◆ Activity: Where a record contains an image, leave the image out and print the rest exactly.

◆ Data for analysis:

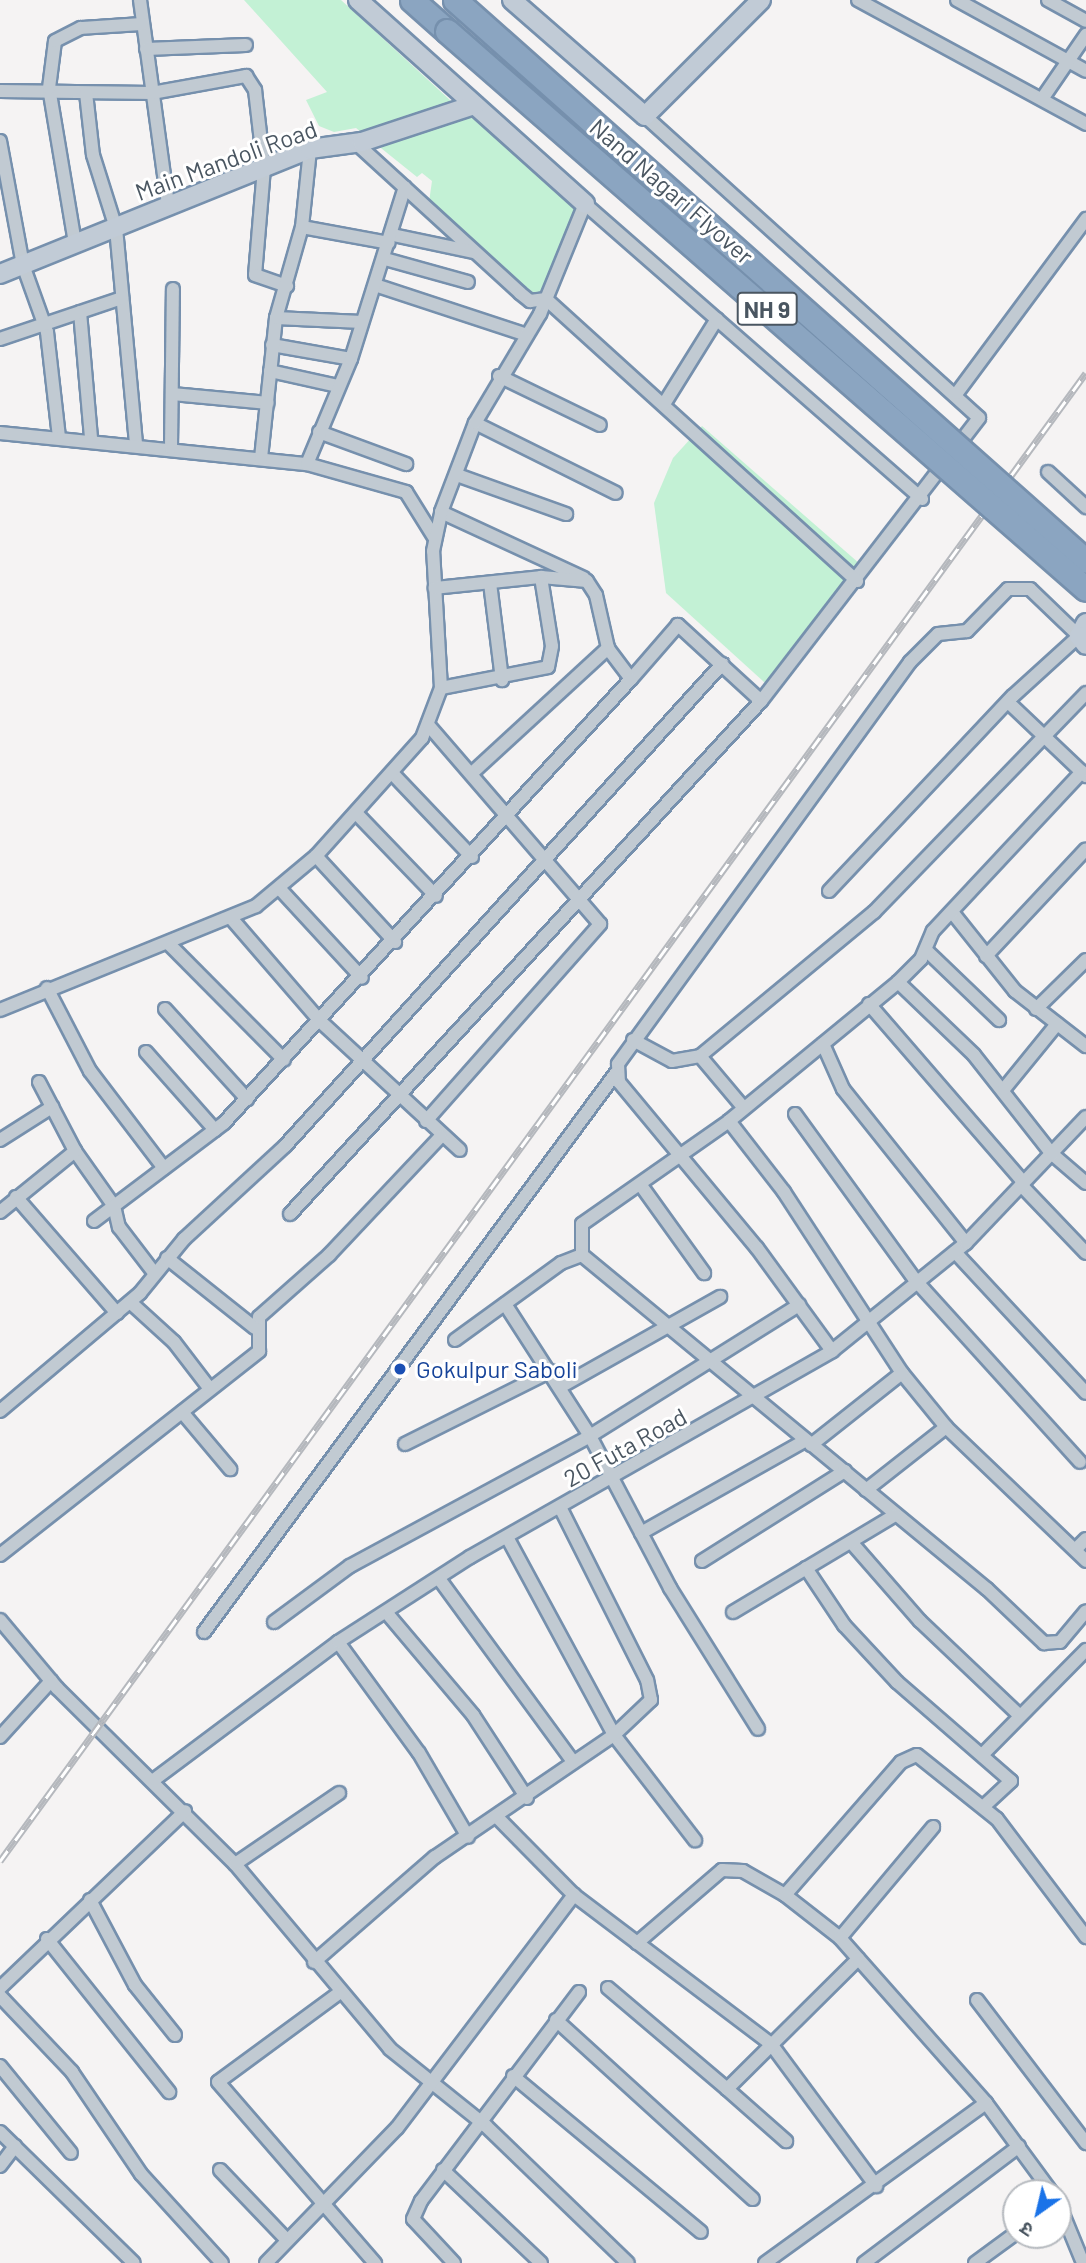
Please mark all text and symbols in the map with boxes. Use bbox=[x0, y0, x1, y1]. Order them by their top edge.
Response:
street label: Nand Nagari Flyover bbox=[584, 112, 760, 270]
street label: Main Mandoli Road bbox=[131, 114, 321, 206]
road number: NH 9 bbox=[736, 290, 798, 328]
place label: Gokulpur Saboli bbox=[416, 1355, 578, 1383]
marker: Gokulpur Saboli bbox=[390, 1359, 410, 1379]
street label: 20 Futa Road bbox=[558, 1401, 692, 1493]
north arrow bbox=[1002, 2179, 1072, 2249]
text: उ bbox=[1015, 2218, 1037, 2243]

◆ Solution to this problem:
Please mark all text and symbols in the map with boxes. Use bbox=[x0, y0, x1, y1]. Order them by their top edge.
Response:
street label: Nand Nagari Flyover bbox=[584, 112, 760, 270]
street label: Main Mandoli Road bbox=[131, 114, 321, 206]
road number: NH 9 bbox=[736, 290, 798, 328]
place label: Gokulpur Saboli bbox=[416, 1355, 578, 1383]
marker: Gokulpur Saboli bbox=[390, 1359, 410, 1379]
street label: 20 Futa Road bbox=[558, 1401, 692, 1493]
north arrow bbox=[1002, 2179, 1072, 2249]
text: उ bbox=[1015, 2218, 1037, 2243]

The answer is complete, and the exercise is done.